What to do: Report each line of the entries that includes "strokeStyle" by copying it.

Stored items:
____
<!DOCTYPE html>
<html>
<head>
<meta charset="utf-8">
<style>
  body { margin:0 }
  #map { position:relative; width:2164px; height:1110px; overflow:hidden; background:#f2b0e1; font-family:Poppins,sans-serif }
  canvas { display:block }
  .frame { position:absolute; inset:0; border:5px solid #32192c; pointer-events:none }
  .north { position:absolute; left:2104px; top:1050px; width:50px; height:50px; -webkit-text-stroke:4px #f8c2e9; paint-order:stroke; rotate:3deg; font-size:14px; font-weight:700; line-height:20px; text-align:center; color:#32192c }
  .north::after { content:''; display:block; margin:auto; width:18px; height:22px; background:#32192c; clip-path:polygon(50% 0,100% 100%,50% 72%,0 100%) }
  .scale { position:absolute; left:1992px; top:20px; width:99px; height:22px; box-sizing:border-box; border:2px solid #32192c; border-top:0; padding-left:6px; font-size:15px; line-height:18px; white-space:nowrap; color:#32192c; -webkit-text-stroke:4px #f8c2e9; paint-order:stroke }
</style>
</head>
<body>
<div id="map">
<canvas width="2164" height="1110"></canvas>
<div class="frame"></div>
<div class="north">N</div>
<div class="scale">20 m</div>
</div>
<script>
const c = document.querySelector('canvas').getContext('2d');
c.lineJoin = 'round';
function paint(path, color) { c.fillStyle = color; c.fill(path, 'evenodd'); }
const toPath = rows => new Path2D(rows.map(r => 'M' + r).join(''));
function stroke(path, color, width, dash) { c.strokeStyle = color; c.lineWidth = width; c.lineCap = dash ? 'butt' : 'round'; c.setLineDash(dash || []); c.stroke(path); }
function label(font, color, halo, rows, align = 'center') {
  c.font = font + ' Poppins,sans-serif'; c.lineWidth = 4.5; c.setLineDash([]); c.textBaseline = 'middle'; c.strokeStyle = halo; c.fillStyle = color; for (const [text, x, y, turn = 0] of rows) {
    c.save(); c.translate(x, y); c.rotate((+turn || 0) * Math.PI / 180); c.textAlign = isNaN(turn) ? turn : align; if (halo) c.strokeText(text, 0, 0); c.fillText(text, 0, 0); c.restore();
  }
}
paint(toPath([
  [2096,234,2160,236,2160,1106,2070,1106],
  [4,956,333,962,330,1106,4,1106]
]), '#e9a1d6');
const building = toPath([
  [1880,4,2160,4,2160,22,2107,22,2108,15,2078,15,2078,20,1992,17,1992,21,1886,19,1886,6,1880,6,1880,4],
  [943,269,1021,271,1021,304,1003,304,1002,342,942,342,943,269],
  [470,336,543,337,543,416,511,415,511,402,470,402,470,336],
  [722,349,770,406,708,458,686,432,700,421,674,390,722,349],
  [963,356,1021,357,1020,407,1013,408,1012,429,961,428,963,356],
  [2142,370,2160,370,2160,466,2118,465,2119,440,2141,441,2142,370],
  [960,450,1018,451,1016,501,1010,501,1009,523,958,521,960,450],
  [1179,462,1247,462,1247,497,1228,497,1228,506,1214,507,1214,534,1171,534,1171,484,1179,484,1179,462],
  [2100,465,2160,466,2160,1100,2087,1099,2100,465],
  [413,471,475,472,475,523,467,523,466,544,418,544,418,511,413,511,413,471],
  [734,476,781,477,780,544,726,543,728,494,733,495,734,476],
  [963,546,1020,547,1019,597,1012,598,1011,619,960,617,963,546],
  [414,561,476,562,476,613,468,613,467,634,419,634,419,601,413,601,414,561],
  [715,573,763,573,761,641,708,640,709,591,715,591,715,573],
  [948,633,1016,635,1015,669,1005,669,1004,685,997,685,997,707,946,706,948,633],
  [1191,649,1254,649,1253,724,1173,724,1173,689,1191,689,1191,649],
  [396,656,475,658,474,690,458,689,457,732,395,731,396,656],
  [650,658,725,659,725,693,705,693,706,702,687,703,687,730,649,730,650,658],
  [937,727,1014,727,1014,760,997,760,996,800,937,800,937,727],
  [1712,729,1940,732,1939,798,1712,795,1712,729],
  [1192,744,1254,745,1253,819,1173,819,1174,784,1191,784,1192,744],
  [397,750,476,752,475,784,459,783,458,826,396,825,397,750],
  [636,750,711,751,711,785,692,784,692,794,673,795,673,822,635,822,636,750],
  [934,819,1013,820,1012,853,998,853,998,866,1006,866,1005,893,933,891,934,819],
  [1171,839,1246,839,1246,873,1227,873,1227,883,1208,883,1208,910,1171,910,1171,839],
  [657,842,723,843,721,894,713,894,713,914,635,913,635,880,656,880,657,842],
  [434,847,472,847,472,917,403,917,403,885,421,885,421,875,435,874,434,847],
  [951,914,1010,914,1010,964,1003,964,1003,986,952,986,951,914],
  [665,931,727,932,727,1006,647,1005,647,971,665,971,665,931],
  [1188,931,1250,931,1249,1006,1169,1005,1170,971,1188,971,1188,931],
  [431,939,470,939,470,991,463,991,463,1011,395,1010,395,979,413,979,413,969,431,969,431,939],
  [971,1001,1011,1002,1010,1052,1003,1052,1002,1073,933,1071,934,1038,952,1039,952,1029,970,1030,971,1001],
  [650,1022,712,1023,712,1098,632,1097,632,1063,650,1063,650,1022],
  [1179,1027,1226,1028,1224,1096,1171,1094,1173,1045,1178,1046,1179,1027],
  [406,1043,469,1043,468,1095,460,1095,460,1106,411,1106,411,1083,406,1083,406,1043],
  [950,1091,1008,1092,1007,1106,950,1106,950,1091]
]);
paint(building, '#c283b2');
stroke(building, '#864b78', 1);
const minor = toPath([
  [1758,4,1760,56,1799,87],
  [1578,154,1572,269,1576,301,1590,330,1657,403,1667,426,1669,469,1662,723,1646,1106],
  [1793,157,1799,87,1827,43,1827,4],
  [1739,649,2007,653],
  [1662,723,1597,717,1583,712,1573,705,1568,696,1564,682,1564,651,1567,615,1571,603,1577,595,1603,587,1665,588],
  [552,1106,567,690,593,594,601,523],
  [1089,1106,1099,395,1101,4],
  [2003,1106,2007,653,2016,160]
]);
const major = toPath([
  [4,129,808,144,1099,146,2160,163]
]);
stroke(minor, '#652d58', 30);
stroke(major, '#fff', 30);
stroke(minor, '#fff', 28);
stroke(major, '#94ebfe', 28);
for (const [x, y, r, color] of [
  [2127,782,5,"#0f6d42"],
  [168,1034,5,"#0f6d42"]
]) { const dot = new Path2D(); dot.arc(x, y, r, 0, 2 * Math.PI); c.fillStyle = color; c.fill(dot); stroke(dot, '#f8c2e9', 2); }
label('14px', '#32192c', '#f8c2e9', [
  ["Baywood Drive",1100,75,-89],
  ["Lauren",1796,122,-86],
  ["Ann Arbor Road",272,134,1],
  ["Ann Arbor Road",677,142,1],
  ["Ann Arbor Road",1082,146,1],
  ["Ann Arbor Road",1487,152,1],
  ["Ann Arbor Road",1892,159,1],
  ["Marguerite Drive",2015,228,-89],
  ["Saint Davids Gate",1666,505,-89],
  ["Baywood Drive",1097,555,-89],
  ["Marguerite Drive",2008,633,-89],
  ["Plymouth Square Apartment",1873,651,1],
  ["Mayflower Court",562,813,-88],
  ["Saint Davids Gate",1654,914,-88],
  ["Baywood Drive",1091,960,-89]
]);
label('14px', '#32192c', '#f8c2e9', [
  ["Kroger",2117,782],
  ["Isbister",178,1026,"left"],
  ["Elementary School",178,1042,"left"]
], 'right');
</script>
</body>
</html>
____
Result:
function stroke(path, color, width, dash) { c.strokeStyle = color; c.lineWidth = width; c.lineCap = dash ? 'butt' : 'round'; c.setLineDash(dash || []); c.stroke(path); }
  c.font = font + ' Poppins,sans-serif'; c.lineWidth = 4.5; c.setLineDash([]); c.textBaseline = 'middle'; c.strokeStyle = halo; c.fillStyle = color; for (const [text, x, y, turn = 0] of rows) {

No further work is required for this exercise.